**Your instructions**: Your output should consist solely of the lines from the one with "Task: Summarize the" through the end of the records, reproduced exactly, both ends included.

**Exercise inputs**:
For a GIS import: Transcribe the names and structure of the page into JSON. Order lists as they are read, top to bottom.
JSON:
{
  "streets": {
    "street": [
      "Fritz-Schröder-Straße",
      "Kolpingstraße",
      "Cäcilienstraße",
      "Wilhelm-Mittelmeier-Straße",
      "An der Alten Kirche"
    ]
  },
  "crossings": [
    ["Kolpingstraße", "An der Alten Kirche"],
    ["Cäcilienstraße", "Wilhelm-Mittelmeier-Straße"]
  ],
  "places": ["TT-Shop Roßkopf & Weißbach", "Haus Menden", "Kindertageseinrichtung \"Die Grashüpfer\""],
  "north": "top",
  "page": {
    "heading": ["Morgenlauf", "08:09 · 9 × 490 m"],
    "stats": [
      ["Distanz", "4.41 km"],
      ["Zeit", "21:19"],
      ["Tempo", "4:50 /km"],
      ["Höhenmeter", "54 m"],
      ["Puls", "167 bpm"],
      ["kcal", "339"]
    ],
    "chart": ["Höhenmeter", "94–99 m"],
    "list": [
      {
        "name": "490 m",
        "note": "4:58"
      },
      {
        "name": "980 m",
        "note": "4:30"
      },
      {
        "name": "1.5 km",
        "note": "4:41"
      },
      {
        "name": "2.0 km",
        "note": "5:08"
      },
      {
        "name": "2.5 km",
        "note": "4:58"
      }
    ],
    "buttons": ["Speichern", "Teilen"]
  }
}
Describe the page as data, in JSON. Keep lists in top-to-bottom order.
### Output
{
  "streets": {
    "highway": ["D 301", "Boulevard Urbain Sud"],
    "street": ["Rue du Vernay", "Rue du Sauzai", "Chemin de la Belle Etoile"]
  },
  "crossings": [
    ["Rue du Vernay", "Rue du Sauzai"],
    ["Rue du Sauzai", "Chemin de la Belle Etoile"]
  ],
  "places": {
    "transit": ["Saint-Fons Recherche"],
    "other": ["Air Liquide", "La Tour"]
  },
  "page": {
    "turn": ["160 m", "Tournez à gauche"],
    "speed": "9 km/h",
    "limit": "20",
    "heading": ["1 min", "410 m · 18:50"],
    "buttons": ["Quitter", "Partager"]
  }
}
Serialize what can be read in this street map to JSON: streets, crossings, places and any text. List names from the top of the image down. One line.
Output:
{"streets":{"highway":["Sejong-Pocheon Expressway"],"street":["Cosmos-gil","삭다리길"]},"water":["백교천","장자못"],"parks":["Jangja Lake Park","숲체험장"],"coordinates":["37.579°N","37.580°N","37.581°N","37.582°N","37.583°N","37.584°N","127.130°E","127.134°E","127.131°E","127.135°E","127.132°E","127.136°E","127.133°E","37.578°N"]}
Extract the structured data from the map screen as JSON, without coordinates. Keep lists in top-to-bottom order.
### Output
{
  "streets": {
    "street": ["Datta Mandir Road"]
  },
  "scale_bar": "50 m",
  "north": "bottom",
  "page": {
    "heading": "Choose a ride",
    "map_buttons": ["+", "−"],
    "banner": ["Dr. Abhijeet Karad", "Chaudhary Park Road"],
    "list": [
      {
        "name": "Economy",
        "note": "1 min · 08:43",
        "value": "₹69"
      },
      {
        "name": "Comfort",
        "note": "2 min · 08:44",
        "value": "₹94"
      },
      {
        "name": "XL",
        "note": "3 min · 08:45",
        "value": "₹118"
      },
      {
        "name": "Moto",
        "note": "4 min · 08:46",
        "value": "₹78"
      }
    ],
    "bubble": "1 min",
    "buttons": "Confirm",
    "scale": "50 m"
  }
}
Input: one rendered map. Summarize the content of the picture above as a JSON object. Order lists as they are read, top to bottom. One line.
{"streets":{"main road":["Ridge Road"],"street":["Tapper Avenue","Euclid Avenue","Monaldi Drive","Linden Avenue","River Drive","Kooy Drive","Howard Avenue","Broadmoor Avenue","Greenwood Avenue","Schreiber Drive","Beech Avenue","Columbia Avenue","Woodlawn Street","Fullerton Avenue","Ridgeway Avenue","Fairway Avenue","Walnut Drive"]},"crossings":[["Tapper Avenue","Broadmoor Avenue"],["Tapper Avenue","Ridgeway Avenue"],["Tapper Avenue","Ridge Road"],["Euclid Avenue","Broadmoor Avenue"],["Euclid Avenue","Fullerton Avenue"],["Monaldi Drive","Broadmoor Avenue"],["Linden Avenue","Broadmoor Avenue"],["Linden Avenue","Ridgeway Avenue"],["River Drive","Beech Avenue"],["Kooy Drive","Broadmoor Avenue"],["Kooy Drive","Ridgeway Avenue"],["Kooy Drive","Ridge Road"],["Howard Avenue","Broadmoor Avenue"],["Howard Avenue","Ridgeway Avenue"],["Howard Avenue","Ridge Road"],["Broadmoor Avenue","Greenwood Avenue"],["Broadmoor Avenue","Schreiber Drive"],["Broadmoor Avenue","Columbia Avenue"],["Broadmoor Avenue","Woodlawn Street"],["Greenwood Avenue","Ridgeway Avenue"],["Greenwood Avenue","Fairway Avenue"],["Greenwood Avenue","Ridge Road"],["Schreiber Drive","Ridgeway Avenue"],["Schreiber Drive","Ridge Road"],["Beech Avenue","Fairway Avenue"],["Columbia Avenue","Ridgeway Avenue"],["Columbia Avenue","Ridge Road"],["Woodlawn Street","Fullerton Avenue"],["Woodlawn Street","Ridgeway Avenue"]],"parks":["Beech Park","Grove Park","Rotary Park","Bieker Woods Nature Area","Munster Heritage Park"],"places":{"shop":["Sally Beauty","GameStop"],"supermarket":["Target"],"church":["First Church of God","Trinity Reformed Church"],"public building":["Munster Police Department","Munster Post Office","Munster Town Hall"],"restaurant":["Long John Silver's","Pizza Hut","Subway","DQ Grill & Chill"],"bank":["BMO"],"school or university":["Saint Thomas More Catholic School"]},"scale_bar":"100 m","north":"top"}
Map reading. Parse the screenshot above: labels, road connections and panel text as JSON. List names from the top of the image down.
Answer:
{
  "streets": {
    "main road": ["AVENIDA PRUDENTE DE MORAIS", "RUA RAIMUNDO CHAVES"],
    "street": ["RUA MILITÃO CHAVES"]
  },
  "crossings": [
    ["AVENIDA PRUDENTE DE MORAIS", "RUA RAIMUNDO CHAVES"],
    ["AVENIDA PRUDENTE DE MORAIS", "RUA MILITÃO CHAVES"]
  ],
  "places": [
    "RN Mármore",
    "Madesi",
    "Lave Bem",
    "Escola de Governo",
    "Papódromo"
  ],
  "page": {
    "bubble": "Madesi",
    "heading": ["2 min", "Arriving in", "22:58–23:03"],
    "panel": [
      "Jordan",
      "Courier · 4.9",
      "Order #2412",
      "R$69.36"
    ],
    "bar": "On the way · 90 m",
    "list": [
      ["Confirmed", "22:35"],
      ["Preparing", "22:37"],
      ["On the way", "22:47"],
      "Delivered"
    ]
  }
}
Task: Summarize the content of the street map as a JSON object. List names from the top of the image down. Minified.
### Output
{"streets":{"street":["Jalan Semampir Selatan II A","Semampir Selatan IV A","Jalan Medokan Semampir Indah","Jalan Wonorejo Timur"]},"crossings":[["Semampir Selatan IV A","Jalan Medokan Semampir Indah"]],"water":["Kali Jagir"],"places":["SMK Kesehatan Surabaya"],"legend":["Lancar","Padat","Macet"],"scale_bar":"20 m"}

**Answer to this problem**:
Task: Summarize the content of the street map as a JSON object. List names from the top of the image down. Minified.
### Output
{"streets":{"street":["Jalan Semampir Selatan II A","Semampir Selatan IV A","Jalan Medokan Semampir Indah","Jalan Wonorejo Timur"]},"crossings":[["Semampir Selatan IV A","Jalan Medokan Semampir Indah"]],"water":["Kali Jagir"],"places":["SMK Kesehatan Surabaya"],"legend":["Lancar","Padat","Macet"],"scale_bar":"20 m"}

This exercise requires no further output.